*What the exercise asks*: Return each line in the records below that includes "Ross".

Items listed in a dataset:
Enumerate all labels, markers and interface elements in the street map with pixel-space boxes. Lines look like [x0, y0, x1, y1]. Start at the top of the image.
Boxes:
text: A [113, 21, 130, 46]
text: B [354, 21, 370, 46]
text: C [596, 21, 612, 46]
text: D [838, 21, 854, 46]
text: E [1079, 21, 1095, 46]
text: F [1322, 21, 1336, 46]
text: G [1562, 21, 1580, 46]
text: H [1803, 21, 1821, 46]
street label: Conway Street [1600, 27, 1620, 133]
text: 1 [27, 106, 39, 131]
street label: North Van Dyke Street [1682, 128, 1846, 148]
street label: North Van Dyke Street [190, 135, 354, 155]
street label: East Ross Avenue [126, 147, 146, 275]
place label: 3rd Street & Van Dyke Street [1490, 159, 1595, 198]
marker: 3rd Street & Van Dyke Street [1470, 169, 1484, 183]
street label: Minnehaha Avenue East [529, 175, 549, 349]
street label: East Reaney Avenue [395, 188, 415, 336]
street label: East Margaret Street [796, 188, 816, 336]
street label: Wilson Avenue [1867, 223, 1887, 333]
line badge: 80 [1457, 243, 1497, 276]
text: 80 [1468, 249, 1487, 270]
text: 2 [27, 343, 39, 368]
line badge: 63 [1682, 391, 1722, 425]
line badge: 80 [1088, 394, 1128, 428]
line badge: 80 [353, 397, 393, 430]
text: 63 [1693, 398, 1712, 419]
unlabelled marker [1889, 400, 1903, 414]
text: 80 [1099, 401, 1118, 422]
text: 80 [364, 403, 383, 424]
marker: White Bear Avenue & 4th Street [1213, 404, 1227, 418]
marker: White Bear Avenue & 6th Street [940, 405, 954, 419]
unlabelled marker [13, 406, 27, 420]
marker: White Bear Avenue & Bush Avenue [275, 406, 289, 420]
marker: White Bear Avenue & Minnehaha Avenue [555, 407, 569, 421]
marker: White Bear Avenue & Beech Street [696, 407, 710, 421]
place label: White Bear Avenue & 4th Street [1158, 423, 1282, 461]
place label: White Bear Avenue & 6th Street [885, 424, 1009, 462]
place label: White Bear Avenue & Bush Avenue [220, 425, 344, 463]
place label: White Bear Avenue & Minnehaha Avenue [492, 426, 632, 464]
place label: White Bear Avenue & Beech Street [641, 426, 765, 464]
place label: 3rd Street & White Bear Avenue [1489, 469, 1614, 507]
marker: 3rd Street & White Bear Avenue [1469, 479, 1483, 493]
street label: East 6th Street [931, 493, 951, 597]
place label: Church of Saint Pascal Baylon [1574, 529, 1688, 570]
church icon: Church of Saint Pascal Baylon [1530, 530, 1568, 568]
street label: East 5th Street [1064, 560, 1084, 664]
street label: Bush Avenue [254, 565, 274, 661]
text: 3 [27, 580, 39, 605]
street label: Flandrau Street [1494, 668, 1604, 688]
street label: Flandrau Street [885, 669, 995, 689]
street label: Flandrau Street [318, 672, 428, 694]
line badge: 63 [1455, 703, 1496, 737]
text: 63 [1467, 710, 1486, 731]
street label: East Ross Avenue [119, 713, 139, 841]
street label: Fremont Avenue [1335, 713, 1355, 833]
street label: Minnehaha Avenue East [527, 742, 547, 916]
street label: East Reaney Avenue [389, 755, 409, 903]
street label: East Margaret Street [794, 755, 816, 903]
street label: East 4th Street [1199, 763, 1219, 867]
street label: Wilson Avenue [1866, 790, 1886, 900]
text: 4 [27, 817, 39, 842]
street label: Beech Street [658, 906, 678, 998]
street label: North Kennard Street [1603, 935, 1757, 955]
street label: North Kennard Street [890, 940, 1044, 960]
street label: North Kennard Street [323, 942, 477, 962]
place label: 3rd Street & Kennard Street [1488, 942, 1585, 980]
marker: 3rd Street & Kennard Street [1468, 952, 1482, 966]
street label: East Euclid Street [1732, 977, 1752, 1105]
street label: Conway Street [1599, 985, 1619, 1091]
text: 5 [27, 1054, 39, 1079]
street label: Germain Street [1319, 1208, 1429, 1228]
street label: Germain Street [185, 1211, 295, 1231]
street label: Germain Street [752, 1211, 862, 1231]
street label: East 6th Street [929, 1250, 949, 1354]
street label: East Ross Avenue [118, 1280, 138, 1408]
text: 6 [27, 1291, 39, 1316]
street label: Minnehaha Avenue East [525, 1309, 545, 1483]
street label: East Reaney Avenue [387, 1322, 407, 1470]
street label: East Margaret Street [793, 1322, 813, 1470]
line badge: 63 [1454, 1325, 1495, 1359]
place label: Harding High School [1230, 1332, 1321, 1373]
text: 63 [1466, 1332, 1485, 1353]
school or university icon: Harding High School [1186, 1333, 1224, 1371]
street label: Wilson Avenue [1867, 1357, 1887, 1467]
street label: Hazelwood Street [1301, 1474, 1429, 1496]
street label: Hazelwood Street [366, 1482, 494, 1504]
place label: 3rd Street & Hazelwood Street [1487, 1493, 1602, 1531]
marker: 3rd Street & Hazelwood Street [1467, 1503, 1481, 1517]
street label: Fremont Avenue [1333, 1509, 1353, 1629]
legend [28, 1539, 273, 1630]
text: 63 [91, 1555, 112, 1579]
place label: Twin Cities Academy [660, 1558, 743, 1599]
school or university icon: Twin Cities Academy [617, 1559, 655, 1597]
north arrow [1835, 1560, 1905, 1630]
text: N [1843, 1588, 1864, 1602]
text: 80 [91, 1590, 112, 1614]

*Your response*:
street label: East Ross Avenue [126, 147, 146, 275]
street label: East Ross Avenue [119, 713, 139, 841]
street label: East Ross Avenue [118, 1280, 138, 1408]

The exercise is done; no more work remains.